The arXiv readership is diverse, and access the platform in a variety of ways. Some readers receive email notifications about new announcements; others visit arxiv.org directly and browse categorized lists of announcements; others use third-party services (e.g. search indexes) to find arXiv content.

Moderators

Moderators primarily interact with the system through the moderation web interface. That interface allows moderators to make changes to categorizations, hold papers that require review or do not merit announcement, and perform a variety of other actions. Some moderators also interact with the system via email.

Administrators

Administrators interact with the system through the administration web interface. Admins respond to moderator actions, adjudicate disputes and appeals, and monitor the system. In the classic system, moderators also interact with the RequestTracker service (external) to track submitter requests.

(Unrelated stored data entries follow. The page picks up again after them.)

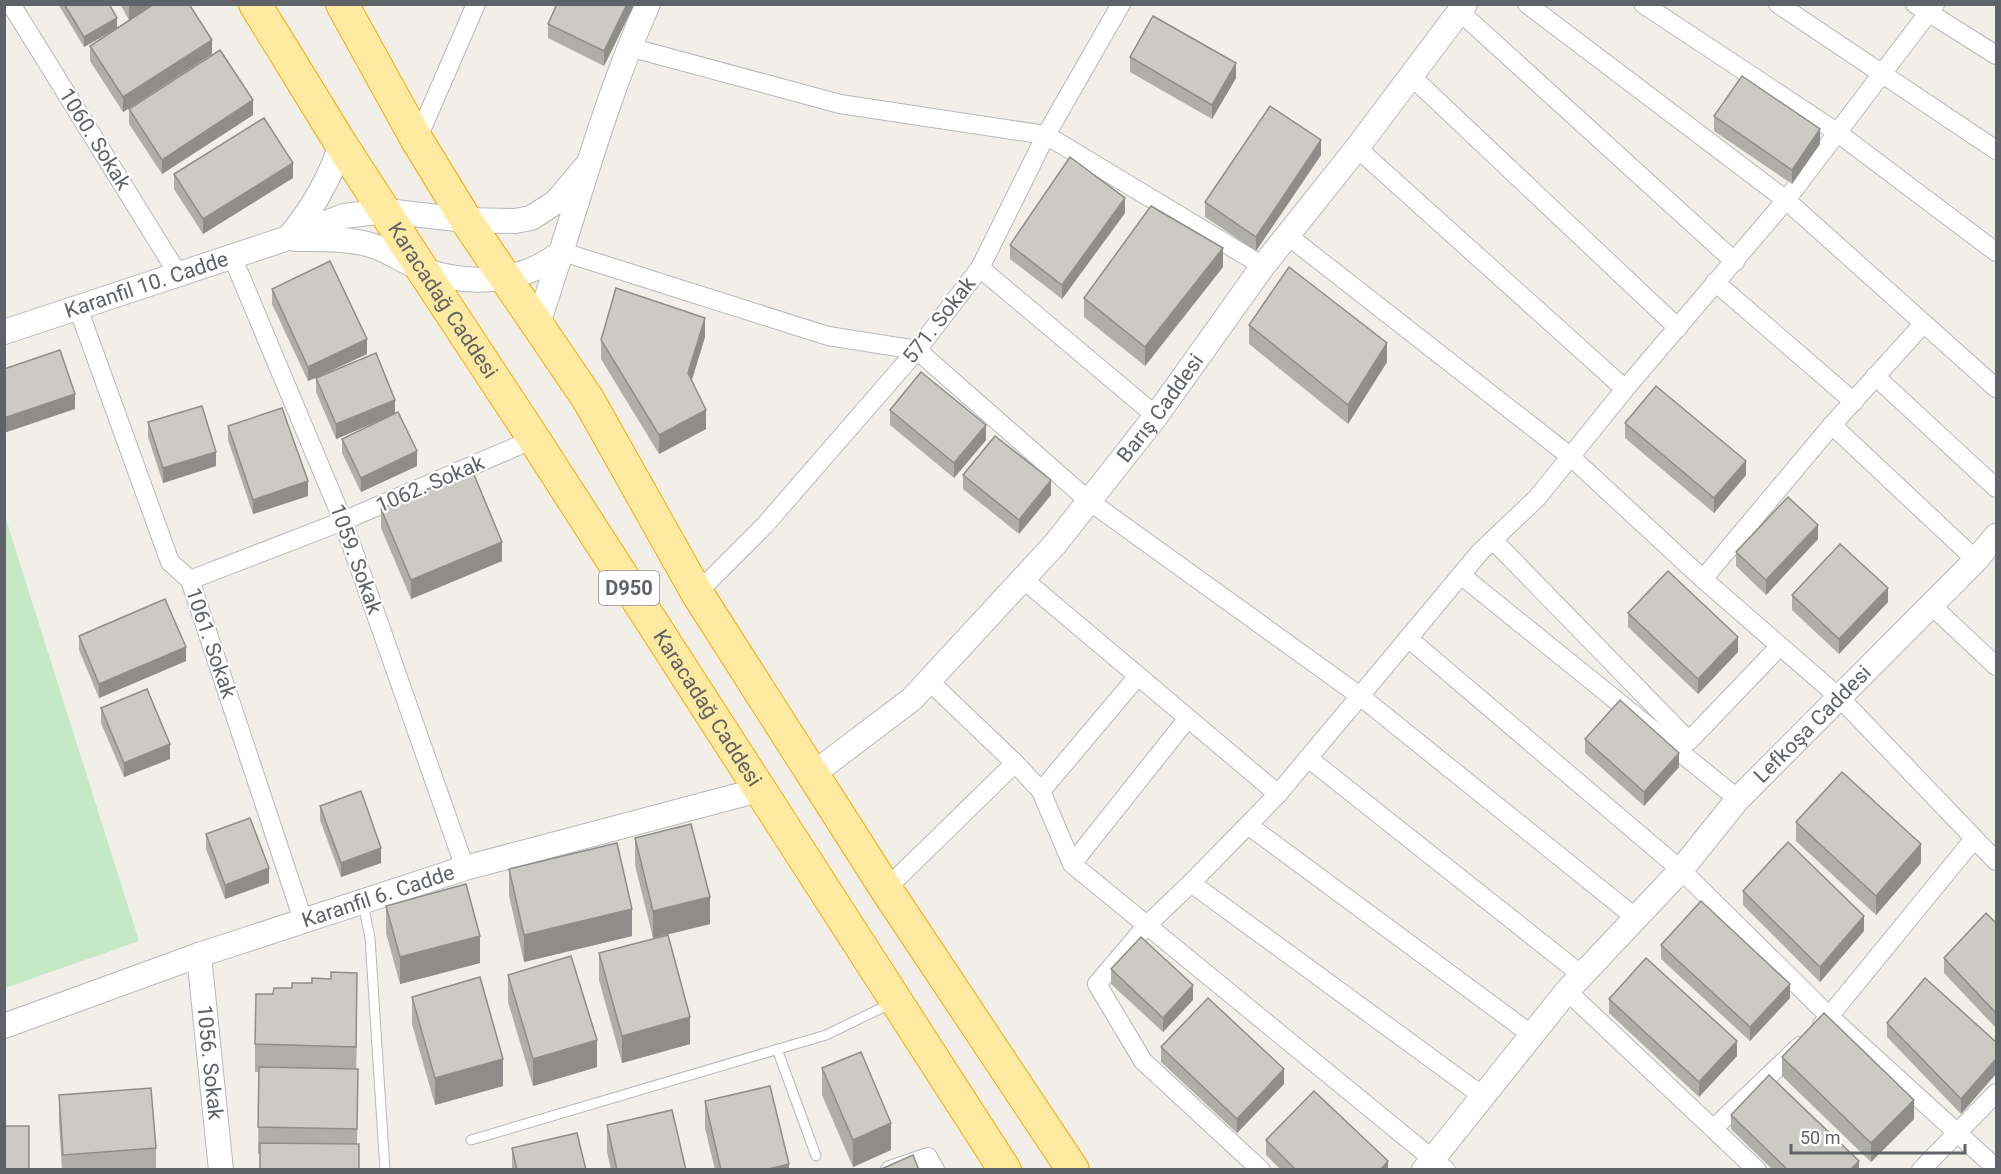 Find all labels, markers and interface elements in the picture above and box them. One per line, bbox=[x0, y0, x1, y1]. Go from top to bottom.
street label: 1060. Sokak bbox=[54, 84, 136, 194]
street label: Karacadağ Caddesi bbox=[383, 218, 503, 383]
street label: Karanfil 10. Cadde bbox=[62, 247, 231, 323]
street label: 571. Sokak bbox=[898, 272, 980, 368]
street label: Barış Caddesi bbox=[1112, 349, 1208, 467]
street label: 1062. Sokak bbox=[372, 450, 488, 518]
street label: 1059. Sokak bbox=[325, 501, 387, 618]
road number: D950 bbox=[599, 571, 659, 605]
street label: 1061. Sokak bbox=[181, 585, 241, 702]
street label: Karacadağ Caddesi bbox=[648, 625, 767, 791]
street label: Lefkoşa Caddesi bbox=[1749, 661, 1876, 788]
street label: Karanfil 6. Cadde bbox=[299, 860, 457, 933]
street label: 1056. Sokak bbox=[192, 1004, 228, 1121]
scale bar bbox=[1791, 1117, 1965, 1155]
text: 50 m bbox=[1800, 1127, 1840, 1148] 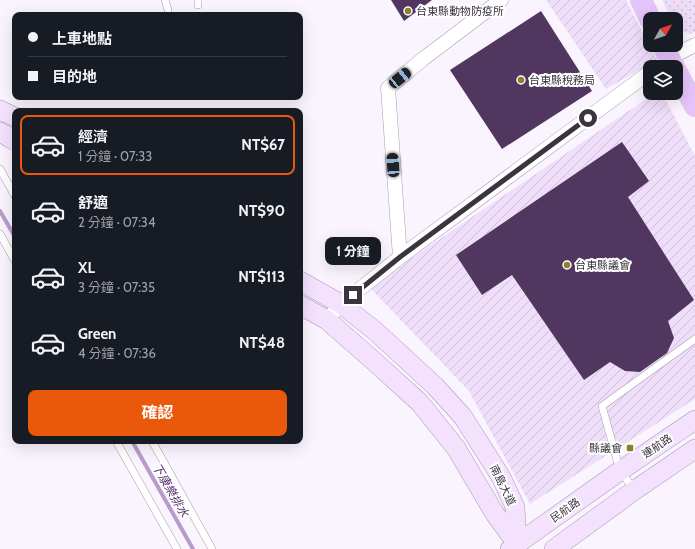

In the NG system, the functionality provided by RT should be provided by the arXiv application.

Administrators also interact with Ithenticate <http://www.ithenticate.com/>, a plagiarism detection service under contract with CUL, to investigate possible problems with submissions.

Power users

In the classic system, some power users have direct read access to the core database. In the NG system, all access to data are mediated by RESTful APIs.

CULAR

We have collaborated with the Cornell University Library Archival Repository to explore long-term preservation of arXiv.org announcements. We provide a protected endpoint from which CULAR staff are able to download monthly compressed archives from arXiv.org web servers.

Ginsparg Tools & Services

Paul Ginsparg and his research staff operate a collection of tools and services to support quality assurance processes in the submission system. Some of those tools perform automated tasks via special-purposes APIs and web interfaces. Other tools (e.g. classifier) provide APIs upon which the arXiv submission system depends.

External platforms, applications, & databases

External metadata feeds

External organizations (e.g. ADS, INSPIRE, APS, EDP, MSP, etc.) provide access to supplementary metadata that are used to enhance arXiv.org announcements. For example, externally-derived metadata are used to generate links from arXiv e-print announcements to “final” papers published by peer-reviewed journals.

Peers & collaborators

arXiv is embedded in a rich landscape of organizations and services that support scholarly knowledge-sharing. This includes scholarly societies, authoring platforms, editorial platforms, journals, data repositories, and other e-print publishers.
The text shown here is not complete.